How to complete this task: Search the records for the word "Colonia". Copy every line where it appears.

Dataset entries:

+-------+

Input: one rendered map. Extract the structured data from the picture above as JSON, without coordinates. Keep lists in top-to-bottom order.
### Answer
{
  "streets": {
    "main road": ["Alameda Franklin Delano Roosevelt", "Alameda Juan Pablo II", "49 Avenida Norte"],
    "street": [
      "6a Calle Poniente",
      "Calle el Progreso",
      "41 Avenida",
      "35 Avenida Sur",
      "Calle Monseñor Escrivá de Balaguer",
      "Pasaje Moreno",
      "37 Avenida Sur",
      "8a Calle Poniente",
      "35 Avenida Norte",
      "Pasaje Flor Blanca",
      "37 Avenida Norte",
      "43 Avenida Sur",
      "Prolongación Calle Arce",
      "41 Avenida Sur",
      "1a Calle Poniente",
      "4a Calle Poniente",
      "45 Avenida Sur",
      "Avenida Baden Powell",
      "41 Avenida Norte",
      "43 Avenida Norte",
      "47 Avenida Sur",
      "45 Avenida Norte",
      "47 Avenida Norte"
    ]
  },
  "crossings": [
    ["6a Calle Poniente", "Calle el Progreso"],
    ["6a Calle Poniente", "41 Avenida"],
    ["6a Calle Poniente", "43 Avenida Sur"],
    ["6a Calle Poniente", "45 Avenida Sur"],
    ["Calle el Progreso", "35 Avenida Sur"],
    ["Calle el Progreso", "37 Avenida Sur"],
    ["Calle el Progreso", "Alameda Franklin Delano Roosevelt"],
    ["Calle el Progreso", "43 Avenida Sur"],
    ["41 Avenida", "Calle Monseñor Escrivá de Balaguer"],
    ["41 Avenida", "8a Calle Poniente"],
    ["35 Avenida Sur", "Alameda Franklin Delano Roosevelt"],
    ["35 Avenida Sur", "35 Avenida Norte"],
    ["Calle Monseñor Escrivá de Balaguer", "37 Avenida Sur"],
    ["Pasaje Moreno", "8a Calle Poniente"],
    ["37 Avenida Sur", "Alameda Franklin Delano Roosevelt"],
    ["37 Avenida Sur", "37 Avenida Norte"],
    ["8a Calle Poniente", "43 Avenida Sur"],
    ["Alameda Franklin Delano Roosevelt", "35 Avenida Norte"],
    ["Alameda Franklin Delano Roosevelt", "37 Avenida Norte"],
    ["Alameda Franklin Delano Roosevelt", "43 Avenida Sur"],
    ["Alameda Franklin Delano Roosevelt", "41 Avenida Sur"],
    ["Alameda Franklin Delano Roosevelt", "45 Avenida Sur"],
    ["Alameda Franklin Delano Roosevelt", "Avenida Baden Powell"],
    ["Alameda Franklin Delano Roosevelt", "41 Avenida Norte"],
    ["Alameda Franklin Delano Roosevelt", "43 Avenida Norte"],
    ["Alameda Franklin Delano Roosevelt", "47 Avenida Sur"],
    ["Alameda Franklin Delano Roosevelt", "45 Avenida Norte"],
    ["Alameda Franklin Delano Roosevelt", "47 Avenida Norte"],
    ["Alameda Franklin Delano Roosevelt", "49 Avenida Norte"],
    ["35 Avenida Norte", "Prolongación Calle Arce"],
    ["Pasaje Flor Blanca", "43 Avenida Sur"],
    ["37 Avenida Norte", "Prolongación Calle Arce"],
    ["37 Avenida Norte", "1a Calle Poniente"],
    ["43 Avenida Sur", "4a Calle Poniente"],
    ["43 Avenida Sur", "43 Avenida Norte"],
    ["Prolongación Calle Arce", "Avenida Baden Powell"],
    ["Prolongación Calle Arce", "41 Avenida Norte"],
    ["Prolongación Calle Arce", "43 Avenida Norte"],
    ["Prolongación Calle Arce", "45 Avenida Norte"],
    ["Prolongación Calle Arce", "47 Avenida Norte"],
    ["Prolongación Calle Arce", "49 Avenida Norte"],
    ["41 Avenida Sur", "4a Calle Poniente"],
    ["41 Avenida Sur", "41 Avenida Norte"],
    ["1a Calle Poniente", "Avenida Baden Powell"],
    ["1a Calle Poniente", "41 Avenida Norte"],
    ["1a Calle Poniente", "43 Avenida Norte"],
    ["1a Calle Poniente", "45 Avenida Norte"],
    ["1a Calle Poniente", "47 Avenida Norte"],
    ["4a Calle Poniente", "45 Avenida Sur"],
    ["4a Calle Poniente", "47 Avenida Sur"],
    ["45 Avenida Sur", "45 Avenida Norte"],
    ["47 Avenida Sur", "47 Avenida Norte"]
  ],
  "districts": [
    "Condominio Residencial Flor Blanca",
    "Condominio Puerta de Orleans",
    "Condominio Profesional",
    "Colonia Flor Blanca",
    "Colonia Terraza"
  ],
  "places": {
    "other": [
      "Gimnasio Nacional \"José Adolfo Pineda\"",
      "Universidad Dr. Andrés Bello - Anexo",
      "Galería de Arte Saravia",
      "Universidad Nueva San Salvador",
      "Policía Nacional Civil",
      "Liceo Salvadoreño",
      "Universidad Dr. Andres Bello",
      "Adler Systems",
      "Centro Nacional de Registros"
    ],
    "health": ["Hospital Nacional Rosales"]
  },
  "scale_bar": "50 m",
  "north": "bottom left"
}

+-------+

Answer to the problem:
    "Colonia Flor Blanca",
    "Colonia Terraza"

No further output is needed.